La justice est bien évidemment de mieux doter les établissements qui aujourd’hui le sont le moins sans porter préjudice aux autres. La question essentielle dans ce débat est le taux d’encadrement, c’est à dire le nombre de personnel par résident. de 0,7 pour les plus favorisés à 0,5, voire moins pour les autres.
La question sous-jacente est aussi : un EHPAD doit-il être considéré comme un établissement de soin ou un lieu de résidence ? Allons plus loin : la perte d’autonomie est-elle une maladie ?
L’entrée de plus en plus tardive en EHPAD (moyenne 85 ans) et le pourcentage de plus en plus élevé des personnes atteintes de démences (Alzheimer en premier lieu) fait régulièrement pencher la balance du côté de l’établissement de soins. La perte d’autonomie n’est qu’un signe d’une maladie, donc doit être traitée, accompagnée et prise en charge au même titre que la maladie. Ce n’est aujourd’hui pas le cas et la tarification relève de 3 contingents : maladie (sécurité sociale), perte d’autonomie (conseil départemental), hébergement (participation individuelle du résident et/ou de sa famille).
Il est évident qu’il faut aujourd’hui revoir le modèle des EHPAD. Et d’abord, faut-il les considérer comme toutes semblables ?
Les pertes d’autonomie les plus légères ont aujourd’hui vocation à relever du soin à domicile ou de l’accueil en « résidences autonomie » (ce que l’on appelait « foyers logements » ou « résidences personnes âgées ») qui permettent aux âgés de conserver une part importance d’indépendance. Ce modèle, insuffisamment déployé sur le territoire, doit être favorisé chaque fois que possible.
Concernant les EHPAD eux-mêmes, il faut réfléchir à divers degrés de médicalisation ; comme il y a des maternités de catégorie 1 (ou 2 et 3) suivant le niveau des actes qui y sont accomplis. Ainsi, j’ai soutenu l’idée (et la réalisation, par exemple à Bordeaux) d’EHPAD universitaires qui pourraient associer aux soins, l’innovation et la recherche.
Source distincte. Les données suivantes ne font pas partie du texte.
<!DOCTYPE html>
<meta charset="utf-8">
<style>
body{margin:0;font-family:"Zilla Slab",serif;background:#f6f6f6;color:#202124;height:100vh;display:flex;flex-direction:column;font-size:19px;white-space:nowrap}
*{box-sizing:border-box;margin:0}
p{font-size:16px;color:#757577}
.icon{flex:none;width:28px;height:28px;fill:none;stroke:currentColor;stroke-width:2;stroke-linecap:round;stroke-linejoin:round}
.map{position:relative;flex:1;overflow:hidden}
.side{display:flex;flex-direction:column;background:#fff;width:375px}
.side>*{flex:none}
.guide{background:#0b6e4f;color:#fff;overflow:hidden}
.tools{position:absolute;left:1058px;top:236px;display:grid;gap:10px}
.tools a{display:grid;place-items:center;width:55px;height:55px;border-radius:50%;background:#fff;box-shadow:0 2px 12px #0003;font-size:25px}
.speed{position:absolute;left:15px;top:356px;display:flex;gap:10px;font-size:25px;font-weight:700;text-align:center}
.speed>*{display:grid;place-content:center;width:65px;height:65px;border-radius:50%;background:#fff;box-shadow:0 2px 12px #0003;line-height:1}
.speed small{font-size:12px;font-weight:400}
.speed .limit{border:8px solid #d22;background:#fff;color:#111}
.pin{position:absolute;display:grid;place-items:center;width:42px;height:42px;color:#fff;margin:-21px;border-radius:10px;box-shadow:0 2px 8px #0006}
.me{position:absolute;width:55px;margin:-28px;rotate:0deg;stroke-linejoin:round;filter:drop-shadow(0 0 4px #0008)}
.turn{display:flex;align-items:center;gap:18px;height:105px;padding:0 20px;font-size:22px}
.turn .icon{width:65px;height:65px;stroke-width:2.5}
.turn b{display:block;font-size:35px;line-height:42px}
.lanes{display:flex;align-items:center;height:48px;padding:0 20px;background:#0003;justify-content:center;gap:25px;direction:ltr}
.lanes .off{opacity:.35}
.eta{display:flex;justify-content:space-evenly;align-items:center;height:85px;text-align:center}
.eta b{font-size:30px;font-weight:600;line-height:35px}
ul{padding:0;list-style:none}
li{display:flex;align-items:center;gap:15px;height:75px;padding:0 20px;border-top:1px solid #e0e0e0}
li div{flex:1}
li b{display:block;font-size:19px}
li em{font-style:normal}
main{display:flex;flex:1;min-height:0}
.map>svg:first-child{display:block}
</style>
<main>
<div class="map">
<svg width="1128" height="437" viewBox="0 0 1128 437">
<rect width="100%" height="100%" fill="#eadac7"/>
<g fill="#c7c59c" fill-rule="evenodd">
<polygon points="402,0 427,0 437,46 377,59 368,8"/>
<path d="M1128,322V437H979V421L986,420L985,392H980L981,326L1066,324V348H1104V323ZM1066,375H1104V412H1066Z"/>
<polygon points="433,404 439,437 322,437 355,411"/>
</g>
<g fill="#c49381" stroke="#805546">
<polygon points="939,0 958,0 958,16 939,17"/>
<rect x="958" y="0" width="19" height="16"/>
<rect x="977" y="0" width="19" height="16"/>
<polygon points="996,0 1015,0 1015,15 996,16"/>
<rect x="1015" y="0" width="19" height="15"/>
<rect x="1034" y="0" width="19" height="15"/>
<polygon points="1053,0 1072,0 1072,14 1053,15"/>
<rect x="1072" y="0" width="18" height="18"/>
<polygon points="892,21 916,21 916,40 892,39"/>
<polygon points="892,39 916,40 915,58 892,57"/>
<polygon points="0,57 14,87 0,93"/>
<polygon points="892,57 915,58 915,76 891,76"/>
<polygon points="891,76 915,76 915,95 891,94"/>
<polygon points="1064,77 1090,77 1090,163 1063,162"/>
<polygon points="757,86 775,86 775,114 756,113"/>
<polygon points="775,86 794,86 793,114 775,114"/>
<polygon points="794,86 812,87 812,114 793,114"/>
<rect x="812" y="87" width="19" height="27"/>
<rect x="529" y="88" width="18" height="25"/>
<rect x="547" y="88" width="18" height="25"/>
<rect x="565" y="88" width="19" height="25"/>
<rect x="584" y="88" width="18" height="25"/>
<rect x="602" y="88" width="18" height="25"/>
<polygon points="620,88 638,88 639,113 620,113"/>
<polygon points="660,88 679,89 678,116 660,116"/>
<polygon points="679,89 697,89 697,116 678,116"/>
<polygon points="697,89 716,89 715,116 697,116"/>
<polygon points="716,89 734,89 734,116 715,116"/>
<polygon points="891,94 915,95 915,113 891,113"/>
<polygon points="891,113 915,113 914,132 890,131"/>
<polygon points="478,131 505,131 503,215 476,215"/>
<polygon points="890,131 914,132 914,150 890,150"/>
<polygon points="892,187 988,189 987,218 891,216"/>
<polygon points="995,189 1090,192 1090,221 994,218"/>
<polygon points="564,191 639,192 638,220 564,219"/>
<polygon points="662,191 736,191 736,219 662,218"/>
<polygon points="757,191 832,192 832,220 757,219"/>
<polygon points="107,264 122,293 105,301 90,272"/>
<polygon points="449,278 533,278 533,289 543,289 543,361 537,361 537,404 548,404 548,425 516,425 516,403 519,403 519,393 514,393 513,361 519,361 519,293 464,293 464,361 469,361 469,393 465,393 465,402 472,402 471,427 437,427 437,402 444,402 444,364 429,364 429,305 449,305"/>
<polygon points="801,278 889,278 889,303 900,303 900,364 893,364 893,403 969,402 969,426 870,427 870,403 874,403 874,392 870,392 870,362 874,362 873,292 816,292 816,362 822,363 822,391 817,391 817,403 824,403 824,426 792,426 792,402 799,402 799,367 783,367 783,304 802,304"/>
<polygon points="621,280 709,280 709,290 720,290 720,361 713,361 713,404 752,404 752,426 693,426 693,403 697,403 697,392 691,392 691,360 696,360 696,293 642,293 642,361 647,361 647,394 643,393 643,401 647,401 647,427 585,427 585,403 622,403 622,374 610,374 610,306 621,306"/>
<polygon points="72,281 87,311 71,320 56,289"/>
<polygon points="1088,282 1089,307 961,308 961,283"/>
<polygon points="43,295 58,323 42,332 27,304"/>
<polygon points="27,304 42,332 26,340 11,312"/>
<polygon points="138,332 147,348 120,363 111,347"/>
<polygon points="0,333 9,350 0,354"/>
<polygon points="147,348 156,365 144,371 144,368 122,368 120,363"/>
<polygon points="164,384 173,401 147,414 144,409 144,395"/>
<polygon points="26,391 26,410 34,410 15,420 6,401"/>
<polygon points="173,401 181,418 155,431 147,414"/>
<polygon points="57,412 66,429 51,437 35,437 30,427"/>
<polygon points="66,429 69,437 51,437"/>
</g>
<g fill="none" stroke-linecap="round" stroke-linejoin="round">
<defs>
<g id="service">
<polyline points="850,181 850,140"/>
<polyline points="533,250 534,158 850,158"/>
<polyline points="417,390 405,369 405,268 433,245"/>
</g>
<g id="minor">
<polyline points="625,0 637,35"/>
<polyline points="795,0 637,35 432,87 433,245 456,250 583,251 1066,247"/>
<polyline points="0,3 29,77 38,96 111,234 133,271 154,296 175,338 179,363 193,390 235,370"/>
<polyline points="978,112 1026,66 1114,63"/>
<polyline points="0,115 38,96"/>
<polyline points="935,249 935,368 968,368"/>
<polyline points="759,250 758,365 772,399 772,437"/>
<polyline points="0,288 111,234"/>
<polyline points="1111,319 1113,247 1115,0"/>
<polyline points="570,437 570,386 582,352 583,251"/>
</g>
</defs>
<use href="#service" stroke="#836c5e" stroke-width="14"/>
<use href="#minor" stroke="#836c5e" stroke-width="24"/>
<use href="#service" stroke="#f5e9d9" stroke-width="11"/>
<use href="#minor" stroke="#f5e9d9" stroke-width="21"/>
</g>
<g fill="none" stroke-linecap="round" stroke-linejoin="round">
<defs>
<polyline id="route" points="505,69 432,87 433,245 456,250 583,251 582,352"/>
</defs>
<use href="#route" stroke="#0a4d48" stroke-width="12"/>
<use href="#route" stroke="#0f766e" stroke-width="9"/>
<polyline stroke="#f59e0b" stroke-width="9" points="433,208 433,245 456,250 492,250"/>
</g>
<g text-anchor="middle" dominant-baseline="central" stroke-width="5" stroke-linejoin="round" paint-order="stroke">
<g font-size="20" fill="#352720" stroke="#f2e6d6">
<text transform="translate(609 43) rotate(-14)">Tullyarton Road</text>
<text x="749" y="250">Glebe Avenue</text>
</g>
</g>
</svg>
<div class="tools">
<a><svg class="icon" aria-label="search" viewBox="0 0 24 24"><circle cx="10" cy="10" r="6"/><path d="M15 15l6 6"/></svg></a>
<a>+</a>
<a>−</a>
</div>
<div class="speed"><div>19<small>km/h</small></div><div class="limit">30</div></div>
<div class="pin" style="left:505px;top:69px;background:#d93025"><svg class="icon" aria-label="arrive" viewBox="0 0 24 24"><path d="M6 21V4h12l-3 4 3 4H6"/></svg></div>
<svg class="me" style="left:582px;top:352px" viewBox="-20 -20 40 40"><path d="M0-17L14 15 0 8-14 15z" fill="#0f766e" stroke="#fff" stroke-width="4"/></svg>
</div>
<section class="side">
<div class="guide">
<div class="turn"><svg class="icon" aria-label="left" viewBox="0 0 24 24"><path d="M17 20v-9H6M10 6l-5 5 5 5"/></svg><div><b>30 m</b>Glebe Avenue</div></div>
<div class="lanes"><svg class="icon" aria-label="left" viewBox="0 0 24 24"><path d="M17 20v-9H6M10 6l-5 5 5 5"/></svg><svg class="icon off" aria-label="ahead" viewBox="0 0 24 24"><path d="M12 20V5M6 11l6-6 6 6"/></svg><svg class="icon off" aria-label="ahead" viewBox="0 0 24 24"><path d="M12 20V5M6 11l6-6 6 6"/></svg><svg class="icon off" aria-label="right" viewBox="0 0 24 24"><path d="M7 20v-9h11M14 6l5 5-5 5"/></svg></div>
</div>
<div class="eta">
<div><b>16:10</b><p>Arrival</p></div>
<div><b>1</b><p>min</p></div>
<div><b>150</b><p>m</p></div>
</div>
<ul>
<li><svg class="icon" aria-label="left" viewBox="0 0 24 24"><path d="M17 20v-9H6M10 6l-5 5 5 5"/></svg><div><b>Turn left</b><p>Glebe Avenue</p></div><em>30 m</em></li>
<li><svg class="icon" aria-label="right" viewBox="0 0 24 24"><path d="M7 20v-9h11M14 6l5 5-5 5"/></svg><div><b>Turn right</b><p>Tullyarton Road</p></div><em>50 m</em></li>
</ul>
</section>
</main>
La certitude, c’est qu’aujourd’hui un « plan grand âge », tel que nous l’avions espéré dans les suites de la loi ASV, est une urgence. Comme la Ministre Agnès Buzyn je rejette tout ce qui s’apparente à un « EHPAD bashing » au regard de l’engagement et du dévouement présents dans ce secteur. Je vais le dire tout cru : je n’ai rencontré nulle part ailleurs des personnels aussi déterminés, attentifs, exigeants alors qu’ils gagnaient aussi peu. Mais justement, ce personnel souffre, craque et il faut répondre à cette souffrance par une amélioration du taux d’encadrement, une revalorisation des salaires et une évolution des carrières.
Là plus que partout ailleurs, dans ce secteur si sensible, si profondément humain, on ne peut accepter plus longtemps qu’il y ait d’une part une mauvaise qualité des soins du fait de la surcharge de travail et que d’autre part, certains grands groupes connaissent une croissance à deux chiffres et apparaissent comme une cible remarquable d’investissement boursier.
Je le dis parce que je le pense : j’ai grande confiance en la détermination et la finesse d’ Agnès Buzyn pour parvenir à rallier à la fois les membres du Gouvernement et le Président de la République à mettre ce sujet au centre des obligations sociales et éthiques de ce quinquennat.